■ **Problem description**
Copy every line that holds the string "stop" from the data below.

■ **Information shown**
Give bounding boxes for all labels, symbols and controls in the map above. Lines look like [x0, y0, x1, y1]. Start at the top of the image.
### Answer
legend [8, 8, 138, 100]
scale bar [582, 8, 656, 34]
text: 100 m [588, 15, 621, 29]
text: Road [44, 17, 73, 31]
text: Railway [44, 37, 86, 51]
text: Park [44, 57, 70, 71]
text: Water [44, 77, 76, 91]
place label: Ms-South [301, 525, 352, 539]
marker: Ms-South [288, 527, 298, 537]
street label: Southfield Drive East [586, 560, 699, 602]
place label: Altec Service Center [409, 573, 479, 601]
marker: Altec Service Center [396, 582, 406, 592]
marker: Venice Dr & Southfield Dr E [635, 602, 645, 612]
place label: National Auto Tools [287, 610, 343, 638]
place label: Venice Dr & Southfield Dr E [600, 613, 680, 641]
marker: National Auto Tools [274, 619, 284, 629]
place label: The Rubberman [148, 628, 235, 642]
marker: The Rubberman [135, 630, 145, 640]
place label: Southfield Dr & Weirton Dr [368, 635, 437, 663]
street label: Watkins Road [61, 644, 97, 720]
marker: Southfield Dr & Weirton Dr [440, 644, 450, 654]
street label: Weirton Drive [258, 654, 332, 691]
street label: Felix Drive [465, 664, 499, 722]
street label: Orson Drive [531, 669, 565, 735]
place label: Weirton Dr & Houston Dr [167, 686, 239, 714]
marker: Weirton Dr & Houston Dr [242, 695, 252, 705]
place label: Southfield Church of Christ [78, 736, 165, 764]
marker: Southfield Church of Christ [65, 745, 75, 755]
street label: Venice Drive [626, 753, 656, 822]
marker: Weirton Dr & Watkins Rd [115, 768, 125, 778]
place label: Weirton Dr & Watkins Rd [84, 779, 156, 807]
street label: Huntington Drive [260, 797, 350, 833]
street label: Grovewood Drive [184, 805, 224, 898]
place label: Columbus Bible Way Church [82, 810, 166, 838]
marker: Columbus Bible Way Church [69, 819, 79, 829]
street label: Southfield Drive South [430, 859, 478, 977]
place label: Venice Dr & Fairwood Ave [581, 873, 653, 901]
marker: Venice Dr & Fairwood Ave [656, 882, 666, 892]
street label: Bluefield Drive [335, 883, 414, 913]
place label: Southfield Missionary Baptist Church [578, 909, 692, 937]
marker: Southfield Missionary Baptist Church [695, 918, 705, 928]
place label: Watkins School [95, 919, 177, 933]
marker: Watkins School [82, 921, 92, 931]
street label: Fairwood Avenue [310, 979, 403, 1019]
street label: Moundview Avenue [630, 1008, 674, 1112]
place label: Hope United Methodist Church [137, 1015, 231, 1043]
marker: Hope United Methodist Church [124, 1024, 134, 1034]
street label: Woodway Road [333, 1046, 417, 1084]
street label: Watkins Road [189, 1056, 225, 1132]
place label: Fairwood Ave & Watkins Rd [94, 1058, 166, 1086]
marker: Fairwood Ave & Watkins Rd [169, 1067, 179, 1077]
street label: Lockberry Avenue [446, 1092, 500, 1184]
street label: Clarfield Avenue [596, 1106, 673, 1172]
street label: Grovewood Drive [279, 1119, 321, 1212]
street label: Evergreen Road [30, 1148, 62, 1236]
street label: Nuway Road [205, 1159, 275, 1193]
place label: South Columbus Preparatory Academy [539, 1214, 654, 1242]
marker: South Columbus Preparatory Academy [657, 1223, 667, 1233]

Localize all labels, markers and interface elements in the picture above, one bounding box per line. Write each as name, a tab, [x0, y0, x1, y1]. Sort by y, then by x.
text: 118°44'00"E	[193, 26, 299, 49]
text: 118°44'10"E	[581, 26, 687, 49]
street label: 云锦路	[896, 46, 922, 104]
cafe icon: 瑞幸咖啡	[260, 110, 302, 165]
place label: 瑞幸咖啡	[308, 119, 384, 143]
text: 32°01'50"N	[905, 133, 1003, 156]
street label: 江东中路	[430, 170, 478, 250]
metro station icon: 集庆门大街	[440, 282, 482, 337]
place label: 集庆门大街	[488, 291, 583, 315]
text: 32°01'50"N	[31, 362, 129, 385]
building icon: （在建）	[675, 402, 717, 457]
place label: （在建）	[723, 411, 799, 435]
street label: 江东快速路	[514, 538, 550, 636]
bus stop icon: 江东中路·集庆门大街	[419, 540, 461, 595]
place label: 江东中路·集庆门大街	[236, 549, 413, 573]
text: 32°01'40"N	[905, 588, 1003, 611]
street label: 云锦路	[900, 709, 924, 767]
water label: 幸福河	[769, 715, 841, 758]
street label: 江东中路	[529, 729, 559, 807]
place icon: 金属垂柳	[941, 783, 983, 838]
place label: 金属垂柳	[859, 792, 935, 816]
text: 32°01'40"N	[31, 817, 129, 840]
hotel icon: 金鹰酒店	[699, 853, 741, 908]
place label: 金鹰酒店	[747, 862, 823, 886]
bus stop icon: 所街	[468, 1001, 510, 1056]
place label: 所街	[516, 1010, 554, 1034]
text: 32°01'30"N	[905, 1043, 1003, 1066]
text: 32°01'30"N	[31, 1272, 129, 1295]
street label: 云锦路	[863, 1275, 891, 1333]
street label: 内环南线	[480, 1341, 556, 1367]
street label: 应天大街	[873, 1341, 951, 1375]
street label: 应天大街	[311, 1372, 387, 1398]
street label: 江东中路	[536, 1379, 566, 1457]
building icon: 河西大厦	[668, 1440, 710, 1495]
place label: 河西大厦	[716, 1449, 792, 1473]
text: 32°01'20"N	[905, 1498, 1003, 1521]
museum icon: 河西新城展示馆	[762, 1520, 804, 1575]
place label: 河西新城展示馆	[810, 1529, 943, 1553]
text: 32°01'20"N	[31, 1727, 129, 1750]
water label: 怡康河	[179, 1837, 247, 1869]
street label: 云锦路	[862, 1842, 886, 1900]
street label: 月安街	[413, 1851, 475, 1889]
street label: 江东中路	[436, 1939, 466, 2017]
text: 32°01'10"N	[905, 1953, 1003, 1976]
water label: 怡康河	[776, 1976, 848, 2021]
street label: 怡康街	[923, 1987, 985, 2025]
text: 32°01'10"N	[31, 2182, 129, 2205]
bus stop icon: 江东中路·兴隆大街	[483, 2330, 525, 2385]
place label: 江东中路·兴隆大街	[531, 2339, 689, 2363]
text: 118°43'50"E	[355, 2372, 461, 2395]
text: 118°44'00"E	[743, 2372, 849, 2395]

■ **Solution to this problem**
bus stop icon: 江东中路·集庆门大街	[419, 540, 461, 595]
bus stop icon: 所街	[468, 1001, 510, 1056]
bus stop icon: 江东中路·兴隆大街	[483, 2330, 525, 2385]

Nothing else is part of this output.